How do I declare a character "a" in the definition of foo such that foo 'a' [('b',1),('c',2)] does not give me this error?

CodePudding user response:

Figured it out with @Silvo Mayolo 's comment Used just a instead of [a], since I'm trying to match a single character and not a list.

CodePudding user response:

The same way you accepted a single character in the first element of the first tuple in the list; you expected a character there and just wrote a variable name x to bind to the value of that character.

Any time you want to accept any value1 as an argument, just use a variable name; a or x or y or theCharacter, whatever name you like.

If you write a pattern with more structure than that (like [a], or (x, y), or Just a, or ((x,y):xs)) then you're not just accepting any argument value1, you're writing a pattern match that will only work for values that have the same "shape" as your pattern (e.g. [a] matches a list with only one element, ((x,y):xs) matches a list with at least one element whose first element is a tuple of x and y and whose tail is xs, etc).

In your case having used the pattern [a] Haskell has inferred that the type of this parameter must be some sort of list. 'a' is a Char, which is not a list, so this is a type error.
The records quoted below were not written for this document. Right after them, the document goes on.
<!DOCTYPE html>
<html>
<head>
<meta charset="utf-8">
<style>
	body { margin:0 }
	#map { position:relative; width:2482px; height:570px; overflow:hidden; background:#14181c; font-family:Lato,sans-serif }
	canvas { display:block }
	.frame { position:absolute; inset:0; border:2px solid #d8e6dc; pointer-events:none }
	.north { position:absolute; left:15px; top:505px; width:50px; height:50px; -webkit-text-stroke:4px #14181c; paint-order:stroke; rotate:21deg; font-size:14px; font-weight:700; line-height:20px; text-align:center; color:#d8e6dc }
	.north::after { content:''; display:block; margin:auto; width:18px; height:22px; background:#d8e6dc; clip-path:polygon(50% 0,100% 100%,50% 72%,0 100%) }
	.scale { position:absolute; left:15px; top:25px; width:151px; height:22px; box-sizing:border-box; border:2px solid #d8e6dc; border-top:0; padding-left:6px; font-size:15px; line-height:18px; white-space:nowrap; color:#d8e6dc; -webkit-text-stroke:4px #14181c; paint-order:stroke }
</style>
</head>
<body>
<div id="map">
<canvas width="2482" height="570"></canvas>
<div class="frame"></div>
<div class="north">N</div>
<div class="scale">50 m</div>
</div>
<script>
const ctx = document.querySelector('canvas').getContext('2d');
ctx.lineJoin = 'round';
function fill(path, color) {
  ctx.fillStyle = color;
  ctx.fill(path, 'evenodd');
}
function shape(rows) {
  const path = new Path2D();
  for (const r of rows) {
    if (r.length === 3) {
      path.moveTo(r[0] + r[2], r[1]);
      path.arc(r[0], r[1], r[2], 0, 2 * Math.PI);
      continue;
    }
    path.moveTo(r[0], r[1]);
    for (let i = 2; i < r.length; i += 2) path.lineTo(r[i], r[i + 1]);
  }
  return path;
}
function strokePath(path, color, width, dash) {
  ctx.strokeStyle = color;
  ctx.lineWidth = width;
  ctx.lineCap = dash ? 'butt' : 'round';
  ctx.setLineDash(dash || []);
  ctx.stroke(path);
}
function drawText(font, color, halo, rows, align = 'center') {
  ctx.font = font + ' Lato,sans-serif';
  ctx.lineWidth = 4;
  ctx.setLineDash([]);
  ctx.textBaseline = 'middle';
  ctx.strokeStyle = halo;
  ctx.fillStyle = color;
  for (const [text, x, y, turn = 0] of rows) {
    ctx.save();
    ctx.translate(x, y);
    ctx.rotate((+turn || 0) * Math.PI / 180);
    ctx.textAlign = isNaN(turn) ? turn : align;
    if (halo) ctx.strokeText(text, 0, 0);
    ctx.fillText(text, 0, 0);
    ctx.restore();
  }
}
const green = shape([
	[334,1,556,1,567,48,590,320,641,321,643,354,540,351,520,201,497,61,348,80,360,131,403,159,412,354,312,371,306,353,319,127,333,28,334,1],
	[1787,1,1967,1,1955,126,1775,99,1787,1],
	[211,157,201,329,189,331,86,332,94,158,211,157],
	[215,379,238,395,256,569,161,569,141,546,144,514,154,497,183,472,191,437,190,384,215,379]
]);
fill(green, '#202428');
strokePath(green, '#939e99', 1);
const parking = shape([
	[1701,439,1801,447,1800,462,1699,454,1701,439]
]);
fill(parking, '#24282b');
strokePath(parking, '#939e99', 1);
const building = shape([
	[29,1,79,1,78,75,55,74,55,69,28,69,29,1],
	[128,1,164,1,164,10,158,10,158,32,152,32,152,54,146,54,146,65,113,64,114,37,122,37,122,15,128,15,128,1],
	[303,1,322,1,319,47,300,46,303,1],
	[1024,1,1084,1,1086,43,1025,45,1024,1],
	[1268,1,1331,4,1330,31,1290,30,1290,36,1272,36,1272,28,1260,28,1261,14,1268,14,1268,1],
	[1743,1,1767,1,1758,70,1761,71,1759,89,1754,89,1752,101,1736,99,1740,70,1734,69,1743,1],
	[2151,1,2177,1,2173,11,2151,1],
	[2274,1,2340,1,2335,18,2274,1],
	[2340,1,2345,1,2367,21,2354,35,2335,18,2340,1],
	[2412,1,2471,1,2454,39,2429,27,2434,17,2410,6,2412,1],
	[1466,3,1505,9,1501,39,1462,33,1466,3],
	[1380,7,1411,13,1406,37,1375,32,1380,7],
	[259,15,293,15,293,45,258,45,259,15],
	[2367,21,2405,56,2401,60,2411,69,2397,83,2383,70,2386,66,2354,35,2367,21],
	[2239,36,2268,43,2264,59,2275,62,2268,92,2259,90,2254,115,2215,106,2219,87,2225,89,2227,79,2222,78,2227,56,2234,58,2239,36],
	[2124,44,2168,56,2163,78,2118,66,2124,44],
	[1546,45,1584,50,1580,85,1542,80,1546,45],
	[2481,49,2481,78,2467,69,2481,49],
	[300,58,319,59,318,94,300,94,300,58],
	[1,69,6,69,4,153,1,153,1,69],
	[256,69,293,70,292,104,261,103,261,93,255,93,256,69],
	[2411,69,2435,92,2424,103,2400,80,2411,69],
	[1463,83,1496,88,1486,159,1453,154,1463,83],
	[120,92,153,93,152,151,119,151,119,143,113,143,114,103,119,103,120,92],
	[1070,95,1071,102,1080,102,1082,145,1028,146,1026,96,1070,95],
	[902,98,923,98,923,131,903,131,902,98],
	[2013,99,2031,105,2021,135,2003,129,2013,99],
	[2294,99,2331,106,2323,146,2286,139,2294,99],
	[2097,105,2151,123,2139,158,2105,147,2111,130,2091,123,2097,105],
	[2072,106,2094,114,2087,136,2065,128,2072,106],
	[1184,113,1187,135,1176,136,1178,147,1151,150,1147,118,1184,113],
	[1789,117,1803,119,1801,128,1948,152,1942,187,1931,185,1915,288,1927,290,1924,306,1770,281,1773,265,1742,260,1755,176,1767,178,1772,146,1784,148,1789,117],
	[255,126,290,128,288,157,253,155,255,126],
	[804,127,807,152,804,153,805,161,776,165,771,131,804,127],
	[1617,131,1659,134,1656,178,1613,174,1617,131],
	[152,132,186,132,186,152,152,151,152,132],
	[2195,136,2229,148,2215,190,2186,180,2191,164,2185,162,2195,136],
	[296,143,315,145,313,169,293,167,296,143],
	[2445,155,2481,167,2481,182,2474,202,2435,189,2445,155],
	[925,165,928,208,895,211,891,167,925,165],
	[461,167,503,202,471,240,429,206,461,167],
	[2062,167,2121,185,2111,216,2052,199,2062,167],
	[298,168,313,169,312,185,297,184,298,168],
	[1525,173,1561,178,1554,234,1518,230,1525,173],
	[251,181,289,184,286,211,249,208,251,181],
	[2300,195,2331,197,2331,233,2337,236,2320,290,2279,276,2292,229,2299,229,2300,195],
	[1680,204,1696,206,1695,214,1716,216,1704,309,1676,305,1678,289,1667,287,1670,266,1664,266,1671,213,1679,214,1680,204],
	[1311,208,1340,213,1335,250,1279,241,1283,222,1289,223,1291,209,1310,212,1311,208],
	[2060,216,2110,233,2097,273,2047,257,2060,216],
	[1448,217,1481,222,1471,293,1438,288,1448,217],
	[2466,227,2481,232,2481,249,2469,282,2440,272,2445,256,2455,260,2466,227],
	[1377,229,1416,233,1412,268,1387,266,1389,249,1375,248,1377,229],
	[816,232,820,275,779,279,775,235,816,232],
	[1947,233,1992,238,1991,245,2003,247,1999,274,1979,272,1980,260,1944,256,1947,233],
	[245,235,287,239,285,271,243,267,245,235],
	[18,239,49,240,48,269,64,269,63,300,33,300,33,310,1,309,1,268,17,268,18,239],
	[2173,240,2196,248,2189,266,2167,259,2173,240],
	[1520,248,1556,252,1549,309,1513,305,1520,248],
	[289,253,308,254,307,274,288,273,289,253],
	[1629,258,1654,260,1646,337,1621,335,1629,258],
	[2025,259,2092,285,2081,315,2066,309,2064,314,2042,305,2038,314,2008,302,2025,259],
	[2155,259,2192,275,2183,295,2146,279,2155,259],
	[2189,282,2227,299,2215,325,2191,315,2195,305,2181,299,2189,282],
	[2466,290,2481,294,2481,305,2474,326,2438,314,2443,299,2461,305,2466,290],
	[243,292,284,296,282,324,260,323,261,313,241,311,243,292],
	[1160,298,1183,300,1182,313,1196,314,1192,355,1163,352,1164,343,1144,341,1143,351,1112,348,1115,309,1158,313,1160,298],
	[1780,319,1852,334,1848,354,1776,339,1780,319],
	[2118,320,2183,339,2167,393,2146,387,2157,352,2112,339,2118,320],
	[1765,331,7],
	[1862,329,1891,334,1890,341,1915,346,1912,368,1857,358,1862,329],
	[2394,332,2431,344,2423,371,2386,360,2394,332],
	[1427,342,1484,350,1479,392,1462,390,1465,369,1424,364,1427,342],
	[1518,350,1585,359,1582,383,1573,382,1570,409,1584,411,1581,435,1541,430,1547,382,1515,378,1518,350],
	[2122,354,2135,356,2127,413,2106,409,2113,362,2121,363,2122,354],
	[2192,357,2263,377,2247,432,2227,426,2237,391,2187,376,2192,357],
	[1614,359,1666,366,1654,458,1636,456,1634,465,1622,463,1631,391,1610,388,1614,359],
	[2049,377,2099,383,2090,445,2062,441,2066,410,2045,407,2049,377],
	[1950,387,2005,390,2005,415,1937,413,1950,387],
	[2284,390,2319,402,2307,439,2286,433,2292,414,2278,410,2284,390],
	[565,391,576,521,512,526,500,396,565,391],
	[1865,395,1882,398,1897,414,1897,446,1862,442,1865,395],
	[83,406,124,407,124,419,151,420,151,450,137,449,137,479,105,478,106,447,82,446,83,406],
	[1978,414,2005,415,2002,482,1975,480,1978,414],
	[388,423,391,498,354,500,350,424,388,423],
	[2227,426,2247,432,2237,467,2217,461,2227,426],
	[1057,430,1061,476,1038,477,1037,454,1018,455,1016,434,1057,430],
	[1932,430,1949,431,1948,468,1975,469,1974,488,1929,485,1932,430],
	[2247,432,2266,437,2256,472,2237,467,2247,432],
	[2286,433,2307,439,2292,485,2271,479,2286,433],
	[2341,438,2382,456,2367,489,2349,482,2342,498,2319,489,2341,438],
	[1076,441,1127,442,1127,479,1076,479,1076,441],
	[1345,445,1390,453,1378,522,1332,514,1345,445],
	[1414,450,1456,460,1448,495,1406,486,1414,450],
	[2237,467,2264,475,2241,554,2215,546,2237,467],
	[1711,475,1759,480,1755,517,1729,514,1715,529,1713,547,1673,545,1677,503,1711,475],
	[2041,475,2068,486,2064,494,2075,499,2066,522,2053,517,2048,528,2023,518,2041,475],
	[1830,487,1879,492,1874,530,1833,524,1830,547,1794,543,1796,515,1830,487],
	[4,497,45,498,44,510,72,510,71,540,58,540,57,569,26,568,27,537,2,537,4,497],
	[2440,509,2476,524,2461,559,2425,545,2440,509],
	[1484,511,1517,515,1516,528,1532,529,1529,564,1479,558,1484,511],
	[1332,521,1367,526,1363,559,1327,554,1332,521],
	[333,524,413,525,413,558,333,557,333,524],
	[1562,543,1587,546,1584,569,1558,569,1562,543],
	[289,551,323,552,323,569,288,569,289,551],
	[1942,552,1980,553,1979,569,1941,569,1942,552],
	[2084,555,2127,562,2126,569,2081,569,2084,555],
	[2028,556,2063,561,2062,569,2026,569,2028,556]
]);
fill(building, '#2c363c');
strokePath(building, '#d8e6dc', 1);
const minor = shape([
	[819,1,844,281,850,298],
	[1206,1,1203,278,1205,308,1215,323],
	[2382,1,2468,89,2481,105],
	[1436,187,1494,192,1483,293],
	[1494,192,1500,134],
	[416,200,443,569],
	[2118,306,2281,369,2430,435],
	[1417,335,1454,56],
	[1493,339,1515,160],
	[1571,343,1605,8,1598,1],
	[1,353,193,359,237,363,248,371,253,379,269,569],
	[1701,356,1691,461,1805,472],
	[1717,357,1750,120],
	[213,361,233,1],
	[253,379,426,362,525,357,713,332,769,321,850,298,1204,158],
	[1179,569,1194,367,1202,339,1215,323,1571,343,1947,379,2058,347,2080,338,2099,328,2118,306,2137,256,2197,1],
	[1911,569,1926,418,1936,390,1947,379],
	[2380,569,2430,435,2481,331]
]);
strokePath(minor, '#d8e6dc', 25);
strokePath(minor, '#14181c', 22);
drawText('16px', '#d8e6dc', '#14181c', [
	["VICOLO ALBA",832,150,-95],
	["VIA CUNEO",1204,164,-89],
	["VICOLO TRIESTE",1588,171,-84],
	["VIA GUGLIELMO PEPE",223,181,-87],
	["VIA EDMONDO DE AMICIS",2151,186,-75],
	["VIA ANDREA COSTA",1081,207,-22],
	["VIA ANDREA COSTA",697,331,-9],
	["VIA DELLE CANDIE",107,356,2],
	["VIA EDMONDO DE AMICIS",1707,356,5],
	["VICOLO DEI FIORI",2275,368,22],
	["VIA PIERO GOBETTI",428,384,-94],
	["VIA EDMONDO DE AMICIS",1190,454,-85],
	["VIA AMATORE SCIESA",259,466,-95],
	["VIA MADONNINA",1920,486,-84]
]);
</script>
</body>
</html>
However if you did want to pass a list there your pattern would still most likely be wrong. [a] matches a list with one and only one element; empty lists or lists longer than one won't match this pattern, so it only makes sense to use [a] as a pattern when you have other cases that will cover lists with zero or multiple elements. If you just want to accept any list without caring about how many elements you have, you do the same thing as for any other type: just write a variable name.


1 Of the right type. You're still subject to the constraints of the declared or inferred type for the function and its parameters!